** Exercise inputs follows **

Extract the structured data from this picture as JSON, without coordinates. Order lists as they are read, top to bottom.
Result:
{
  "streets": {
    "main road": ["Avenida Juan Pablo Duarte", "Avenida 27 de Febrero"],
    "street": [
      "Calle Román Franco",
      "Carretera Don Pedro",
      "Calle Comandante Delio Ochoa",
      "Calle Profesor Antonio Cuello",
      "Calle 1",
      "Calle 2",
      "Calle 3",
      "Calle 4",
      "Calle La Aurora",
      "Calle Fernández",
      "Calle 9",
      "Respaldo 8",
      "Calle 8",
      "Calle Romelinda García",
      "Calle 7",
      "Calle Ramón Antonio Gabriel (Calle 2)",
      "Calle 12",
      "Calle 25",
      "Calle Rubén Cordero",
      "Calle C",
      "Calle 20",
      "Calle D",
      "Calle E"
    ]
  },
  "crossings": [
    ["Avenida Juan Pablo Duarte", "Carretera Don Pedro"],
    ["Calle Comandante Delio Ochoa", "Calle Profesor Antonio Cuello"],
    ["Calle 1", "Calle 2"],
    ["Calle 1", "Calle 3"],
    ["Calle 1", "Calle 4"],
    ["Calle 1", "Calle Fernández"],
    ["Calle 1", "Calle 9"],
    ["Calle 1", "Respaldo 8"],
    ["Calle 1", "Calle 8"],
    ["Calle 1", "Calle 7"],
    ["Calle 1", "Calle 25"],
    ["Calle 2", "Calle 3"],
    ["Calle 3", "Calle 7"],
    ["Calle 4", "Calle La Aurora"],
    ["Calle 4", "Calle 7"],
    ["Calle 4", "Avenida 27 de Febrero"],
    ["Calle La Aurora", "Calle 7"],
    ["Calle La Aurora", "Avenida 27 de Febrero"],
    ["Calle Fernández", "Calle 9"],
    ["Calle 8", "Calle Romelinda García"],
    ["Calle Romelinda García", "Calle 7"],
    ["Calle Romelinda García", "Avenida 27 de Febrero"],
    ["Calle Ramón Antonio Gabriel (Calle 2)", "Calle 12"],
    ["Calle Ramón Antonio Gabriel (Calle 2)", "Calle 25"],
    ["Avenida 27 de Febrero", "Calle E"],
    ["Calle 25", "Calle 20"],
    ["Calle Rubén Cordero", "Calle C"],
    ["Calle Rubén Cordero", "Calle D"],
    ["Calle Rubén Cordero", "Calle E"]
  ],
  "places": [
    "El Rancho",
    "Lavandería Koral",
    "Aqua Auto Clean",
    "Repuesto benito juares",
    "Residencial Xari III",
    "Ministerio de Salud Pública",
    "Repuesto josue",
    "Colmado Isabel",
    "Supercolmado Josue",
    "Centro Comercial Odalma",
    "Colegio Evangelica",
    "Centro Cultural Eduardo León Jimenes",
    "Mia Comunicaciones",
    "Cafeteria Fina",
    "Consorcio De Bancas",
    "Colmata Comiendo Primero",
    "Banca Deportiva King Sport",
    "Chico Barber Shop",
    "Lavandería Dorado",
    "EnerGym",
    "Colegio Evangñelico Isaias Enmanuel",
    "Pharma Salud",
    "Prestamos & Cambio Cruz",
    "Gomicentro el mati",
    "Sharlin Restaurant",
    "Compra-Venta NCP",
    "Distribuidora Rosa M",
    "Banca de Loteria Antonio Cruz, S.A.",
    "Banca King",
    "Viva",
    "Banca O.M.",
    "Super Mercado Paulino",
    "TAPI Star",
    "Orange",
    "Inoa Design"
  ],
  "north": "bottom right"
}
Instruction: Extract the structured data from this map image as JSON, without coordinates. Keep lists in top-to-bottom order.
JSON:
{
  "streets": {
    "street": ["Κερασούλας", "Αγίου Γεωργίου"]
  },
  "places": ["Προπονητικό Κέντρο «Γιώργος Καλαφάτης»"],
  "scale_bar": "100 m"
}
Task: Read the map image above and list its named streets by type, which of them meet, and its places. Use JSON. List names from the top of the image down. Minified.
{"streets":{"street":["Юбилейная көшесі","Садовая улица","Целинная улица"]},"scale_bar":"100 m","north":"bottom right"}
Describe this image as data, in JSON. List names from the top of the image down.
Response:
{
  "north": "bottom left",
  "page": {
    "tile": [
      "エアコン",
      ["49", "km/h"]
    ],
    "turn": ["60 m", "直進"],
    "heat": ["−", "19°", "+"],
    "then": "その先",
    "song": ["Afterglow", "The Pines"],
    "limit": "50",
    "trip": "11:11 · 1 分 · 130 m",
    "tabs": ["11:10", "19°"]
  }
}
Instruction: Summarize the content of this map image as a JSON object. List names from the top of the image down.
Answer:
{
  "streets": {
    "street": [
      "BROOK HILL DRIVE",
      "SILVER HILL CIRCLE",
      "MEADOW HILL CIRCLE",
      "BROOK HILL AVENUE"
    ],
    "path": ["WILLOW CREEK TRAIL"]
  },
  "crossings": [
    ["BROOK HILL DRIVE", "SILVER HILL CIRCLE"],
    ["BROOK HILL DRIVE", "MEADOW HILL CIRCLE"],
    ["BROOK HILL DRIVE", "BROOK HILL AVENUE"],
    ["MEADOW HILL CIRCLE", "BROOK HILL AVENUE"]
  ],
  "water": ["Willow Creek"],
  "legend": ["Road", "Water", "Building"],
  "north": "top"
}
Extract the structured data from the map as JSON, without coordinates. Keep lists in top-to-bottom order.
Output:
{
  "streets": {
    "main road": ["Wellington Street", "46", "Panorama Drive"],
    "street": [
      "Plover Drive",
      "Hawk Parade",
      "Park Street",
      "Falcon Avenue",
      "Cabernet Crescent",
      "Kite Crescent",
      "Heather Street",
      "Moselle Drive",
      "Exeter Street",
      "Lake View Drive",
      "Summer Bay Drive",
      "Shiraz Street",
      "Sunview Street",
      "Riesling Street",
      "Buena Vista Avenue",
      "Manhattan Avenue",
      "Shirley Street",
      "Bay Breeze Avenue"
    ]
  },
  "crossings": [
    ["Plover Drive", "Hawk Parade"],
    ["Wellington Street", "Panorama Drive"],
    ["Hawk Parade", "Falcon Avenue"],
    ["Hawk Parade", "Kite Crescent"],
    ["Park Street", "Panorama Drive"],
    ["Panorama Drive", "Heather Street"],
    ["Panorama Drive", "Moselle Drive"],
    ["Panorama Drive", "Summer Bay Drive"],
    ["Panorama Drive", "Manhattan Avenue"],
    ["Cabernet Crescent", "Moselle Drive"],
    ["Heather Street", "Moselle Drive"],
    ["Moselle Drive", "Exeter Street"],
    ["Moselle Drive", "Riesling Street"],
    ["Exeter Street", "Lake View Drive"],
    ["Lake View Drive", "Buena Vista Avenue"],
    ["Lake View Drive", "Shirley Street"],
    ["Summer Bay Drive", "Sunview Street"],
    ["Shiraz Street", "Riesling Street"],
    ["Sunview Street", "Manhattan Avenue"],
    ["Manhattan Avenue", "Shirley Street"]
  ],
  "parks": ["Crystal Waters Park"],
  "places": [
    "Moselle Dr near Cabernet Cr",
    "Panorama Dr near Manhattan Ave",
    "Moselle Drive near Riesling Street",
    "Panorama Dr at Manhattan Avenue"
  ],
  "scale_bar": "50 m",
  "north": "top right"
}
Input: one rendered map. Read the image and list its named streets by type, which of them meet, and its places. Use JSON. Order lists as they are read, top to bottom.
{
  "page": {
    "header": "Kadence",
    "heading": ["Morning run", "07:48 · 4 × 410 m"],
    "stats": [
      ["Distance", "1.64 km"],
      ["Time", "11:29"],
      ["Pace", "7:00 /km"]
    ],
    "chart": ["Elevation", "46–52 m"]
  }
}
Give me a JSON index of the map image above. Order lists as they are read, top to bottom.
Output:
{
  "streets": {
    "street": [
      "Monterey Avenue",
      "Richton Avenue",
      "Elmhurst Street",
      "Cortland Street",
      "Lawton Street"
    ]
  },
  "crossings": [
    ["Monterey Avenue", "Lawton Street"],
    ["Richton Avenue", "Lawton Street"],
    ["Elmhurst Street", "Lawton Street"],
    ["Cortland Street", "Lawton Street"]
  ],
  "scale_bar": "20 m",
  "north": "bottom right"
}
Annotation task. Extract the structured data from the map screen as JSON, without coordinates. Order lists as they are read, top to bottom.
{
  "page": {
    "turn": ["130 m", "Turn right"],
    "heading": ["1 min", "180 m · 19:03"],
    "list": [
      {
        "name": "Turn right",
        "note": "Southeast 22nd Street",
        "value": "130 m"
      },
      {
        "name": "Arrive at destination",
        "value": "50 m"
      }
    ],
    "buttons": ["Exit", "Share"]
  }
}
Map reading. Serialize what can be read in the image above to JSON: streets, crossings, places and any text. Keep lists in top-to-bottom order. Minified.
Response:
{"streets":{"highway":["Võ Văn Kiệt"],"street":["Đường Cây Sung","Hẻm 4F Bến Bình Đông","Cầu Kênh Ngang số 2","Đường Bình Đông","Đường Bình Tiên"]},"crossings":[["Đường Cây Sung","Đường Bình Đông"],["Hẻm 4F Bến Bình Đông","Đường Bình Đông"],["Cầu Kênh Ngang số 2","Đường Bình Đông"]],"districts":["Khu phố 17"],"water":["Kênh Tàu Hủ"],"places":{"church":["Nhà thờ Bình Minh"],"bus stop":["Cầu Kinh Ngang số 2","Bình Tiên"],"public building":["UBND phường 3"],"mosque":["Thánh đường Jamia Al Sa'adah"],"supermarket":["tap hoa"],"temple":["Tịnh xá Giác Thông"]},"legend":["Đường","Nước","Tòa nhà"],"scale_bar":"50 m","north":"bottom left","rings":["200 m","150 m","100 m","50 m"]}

** End of Exercise inputs **

- Assigned task: In how many lines above does the word "Instruction" appear? Answer with only the number.

- The answer: 2